Your comment makes me think you think I'm suggesting "System Recovery." I'm not, just a system restore.


----------



## Cyanide_Lycan69 (May 24, 2009)

*Re: Right Click Freezes explorer.exe*

exactly, cuz ain't got no restore point.
I heard changing user accounts solves this.


----------



## Cyanide_Lycan69 (May 24, 2009)

*Re: Right Click Freezes explorer.exe*

I forgot, there seems to be a problem with using copy, cut, paste, delete with or without use of keyboard.
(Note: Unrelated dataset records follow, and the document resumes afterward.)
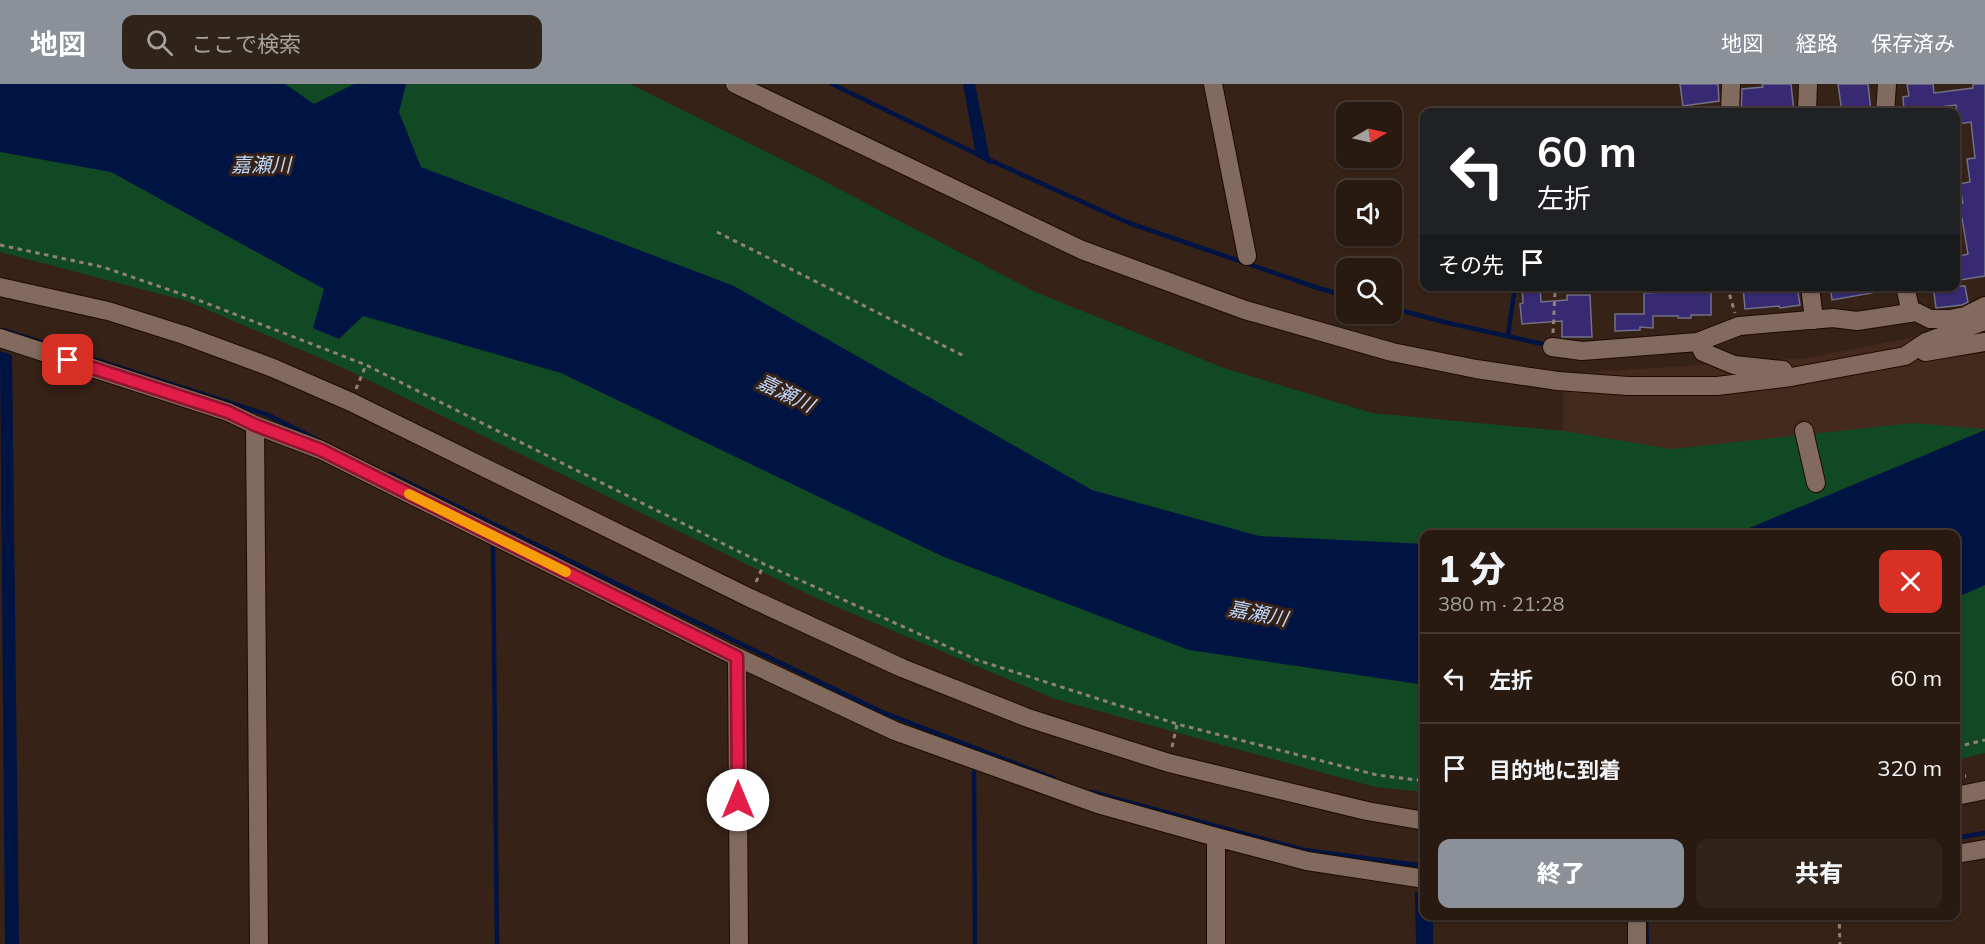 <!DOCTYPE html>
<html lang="ja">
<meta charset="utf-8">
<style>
:root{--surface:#281a11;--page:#30231a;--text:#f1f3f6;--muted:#a5a19f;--line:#443831;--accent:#8c9099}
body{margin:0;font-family:Mulish,"Noto Sans JP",sans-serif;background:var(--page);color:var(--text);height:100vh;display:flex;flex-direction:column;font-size:22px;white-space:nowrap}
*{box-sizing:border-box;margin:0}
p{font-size:20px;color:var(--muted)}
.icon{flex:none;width:33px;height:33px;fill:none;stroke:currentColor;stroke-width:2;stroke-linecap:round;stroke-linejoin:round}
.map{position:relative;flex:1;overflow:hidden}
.details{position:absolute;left:1420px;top:446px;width:540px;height:390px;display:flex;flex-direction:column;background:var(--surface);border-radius:12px;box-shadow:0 2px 4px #0004,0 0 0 2px var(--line)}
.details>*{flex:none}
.banner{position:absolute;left:1420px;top:24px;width:540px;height:183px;border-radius:12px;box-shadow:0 2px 4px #0004,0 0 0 2px var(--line);background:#202124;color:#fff;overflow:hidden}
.needle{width:39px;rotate:81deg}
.controls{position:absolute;left:1336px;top:18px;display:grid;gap:12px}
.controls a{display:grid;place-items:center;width:66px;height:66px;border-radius:12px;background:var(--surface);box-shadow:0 2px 4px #0004,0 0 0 2px var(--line);font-size:30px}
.pin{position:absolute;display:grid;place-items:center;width:51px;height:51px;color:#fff;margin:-26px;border-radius:12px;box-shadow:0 3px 9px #0006}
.me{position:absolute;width:66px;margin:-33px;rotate:0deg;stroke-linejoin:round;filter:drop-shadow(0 0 4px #0008)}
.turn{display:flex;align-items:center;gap:21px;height:126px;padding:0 18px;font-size:27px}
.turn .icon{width:78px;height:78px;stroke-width:2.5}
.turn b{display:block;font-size:42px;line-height:51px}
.then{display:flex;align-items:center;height:57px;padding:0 18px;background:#0003;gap:12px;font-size:22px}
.round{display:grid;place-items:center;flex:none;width:63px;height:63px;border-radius:12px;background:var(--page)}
.summary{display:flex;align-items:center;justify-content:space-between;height:102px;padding:0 18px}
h1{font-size:36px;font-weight:800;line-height:45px}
.action{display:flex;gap:12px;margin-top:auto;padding:12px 18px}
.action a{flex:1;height:69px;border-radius:12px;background:var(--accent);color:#fff;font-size:24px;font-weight:800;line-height:69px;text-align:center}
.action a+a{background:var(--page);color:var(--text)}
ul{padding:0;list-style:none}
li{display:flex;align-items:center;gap:18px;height:90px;padding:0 18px;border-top:2px solid var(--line)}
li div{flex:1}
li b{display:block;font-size:22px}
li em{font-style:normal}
header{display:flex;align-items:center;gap:36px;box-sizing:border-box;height:84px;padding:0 30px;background:var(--accent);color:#fff}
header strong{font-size:28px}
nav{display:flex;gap:33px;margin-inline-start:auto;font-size:21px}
.search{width:420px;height:54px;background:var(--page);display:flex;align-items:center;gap:15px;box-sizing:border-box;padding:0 21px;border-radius:12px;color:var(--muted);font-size:22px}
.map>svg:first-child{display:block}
</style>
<header>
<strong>地図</strong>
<div class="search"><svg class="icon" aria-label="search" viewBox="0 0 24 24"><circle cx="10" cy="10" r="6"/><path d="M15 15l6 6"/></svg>ここで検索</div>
<nav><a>地図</a><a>経路</a><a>保存済み</a></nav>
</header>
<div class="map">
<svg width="1985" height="860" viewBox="0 0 1985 860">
<rect width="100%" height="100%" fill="#362217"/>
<path fill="#442a1c" d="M1985,240v183l-62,27h-498l138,-103v-57l243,-16z"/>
<path fill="#114924" d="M0,0l369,206 1056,374v128l-50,-5 -320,-88 -237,-100 -468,-228 -163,-70 -187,-49z
M253,0h101l-34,42z
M395,0h235l171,85 234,123 189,76 148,45 192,18 108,18 241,-26 72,6v17l-210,88h-350v29l-170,-12 -184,-57 -677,-323z
M1985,484v185l-29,7v-179z"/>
<path fill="#001444" d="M0,0h285l29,20 40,-20h52l-7,28 22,55 313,119 358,204 167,46 166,8v141l-236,-35 -245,-93 -383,-184 -198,-57 -24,23 -26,-11 11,-39 -213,-117 -111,-20z
M963,0h12l16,81 -15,-9z
M0,267l12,4 7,589h-14z
M1985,346v155l-29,13v-64h-228l19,-5z
M1415,808h10v23h8v29h-17z"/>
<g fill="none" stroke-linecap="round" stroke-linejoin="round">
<path stroke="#001444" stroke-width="4.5" d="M832,0l151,73 146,66 189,65 29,8
M1392,224l52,14 103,23
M3,246l265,85 52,26
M1508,252l7,-50
M390,390l492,238 173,67
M493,464l4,396
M974,688l1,172
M1091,708l213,58 121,16
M1956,754l29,-5
M1646,831l1,29"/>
</g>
<path fill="#372a72" stroke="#717188" stroke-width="1.5" d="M1680,0h38l1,17 -36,5z
M1762,0h29l3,28h-53l1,-23 21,-2z
M1838,0h30l3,28h-29z
M1907,0h26l1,9 39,-5v-4h12v192l-25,4 -4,-23 12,-3 -6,-36 -6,1v-15l7,-1 -4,-19 11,-2 -3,-23 8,-1 -4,-36 -13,2 -2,-19 -52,6 -1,-14 6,-1z
M1522,202h18l1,16 26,-2v-5h23l2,42h-30v-16l-40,3 -2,-20 3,-1z
M1743,202h54l3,19 -20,3 -1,-2 -34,3z
M1830,202h41l1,7 -40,7z
M1933,202h32l3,16 -6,3 -26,3z
M1711,206v25h-20v3h-13v-2h-25v12l-13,-1v3l-25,1v-17h29v-21z"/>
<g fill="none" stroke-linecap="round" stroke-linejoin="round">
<g stroke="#1d0b03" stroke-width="20">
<path id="minor" d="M735,0l347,166 163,60 147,42 84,17 82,12 70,5h89l74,-9 114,-21 21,-14 59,-21
M1213,0l34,172
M1730,28l1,-28
M1807,28l1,-28
M1885,28l2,-28
M1810,202l4,34
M1905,202l6,27
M0,203l108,24 76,24 89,33 78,34 399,196 152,70 126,50 141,45 198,48 58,10
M0,254l228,74 27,13 66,25 416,207 158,74 203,73 118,33 91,24 118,18
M1698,258l5,10 31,13 49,5
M1552,263l30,4 116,-9 41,-16 94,-8 24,3 59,-9 14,7h20l15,-3 20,-10
M1925,268l60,-10
M255,341l4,519
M1804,347l12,52
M737,573l2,287
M1956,712l29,-6
M1216,753v107
M1956,770l29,-5
M1637,831v29"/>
</g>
<path stroke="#928077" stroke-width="3" stroke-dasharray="4.5 4.5" stroke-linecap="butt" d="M717,148l247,124
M0,161l103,22 90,31 173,67 398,199 213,96 200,64 200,51 48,6
M1727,202l8,27
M1553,249l2,-41 104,-6
M356,305l10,-24
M756,498l8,-18
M1172,663l5,-23
M1956,663l29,-7
M1956,692h10
M1839,831l1,29"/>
<use href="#minor" stroke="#826b5e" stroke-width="18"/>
</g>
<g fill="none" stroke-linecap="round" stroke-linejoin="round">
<g stroke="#92132f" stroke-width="15">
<path id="route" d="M68,276l160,52 27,13 66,25 416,207 1,143"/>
</g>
<use href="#route" stroke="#e11d48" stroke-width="10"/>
<path stroke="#f59e0b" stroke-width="10" d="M409,410l157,78"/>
</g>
<g text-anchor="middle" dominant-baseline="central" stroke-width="6" stroke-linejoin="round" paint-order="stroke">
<g font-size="20" font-style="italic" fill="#bfd8fe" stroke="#362217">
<text x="261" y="80">嘉瀬川</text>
<text transform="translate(786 309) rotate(26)">嘉瀬川</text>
<text transform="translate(1258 529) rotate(11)">嘉瀬川</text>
</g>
</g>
</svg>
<div class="controls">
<a><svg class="needle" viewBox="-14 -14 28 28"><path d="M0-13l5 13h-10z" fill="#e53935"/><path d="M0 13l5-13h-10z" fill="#a5a19f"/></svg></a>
<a><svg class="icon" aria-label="sound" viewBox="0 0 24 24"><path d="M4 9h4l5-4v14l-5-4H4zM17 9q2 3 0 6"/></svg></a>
<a><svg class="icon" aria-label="search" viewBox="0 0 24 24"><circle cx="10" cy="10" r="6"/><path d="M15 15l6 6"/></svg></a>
</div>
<div class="pin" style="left:68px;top:276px;background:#d93025"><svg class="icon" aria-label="arrive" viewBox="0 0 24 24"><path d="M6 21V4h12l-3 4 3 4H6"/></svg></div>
<svg class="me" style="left:738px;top:716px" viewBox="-20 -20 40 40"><circle r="19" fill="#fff"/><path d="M0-13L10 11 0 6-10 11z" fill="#e11d48"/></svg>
<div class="banner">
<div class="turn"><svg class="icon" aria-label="left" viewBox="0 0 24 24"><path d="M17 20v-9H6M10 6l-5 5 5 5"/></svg><div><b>60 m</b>左折</div></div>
<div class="then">その先<svg class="icon" aria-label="arrive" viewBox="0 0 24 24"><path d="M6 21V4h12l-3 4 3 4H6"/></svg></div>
</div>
<section class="details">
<div class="summary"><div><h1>1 分</h1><p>380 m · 21:28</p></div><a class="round" style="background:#d93025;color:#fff"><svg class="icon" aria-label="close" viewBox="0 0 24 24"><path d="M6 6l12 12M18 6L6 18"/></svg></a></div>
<ul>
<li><svg class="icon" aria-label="left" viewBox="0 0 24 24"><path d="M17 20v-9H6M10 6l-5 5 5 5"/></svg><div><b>左折</b></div><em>60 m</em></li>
<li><svg class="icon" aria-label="arrive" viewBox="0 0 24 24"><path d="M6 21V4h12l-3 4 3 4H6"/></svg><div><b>目的地に到着</b></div><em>320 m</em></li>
</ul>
<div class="action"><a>終了</a><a>共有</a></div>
</section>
</div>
I haven't dared to empty the recycle bin in any way yet.

EDIT: AND DRAG N DROP move/copy doesn't work either.
but directory opus(Alt. file explorer, Think total commander)
built in delete and drag n drop, works.


----------



## Riskyone101 (Oct 22, 2008)

*Re: Right Click Freezes explorer.exe*

Hello and Welcome to TSF,

Run chkdsk /r

start
run
type
cmd
in command prompt
type
chkdsk /r (notice 1 space between k and /)
error cannot lock drive
Would you like to run chkdsk on next reboot?
type
Y (press enter on keyboard)
go ahead and reboot pc now so chkdsk will run now.


----------



## Cyanide_Lycan69 (May 24, 2009)

*Re: Right Click Freezes explorer.exe*



Cyanide_Lycan69 said:


> exactly, cuz ain't got no restore point.
> I heard changing user accounts solves this.


IT WORKED.
I can now right click anything with no problem!
II no longer need help at the moment, but thanks for those who replied.
To all who might experience this, try changing accounts first.
:wave:


----------



## Riskyone101 (Oct 22, 2008)

*Re: Right Click Freezes explorer.exe*

Great im glad to hear.

mark thread solved under thread tools near top of this page.


----------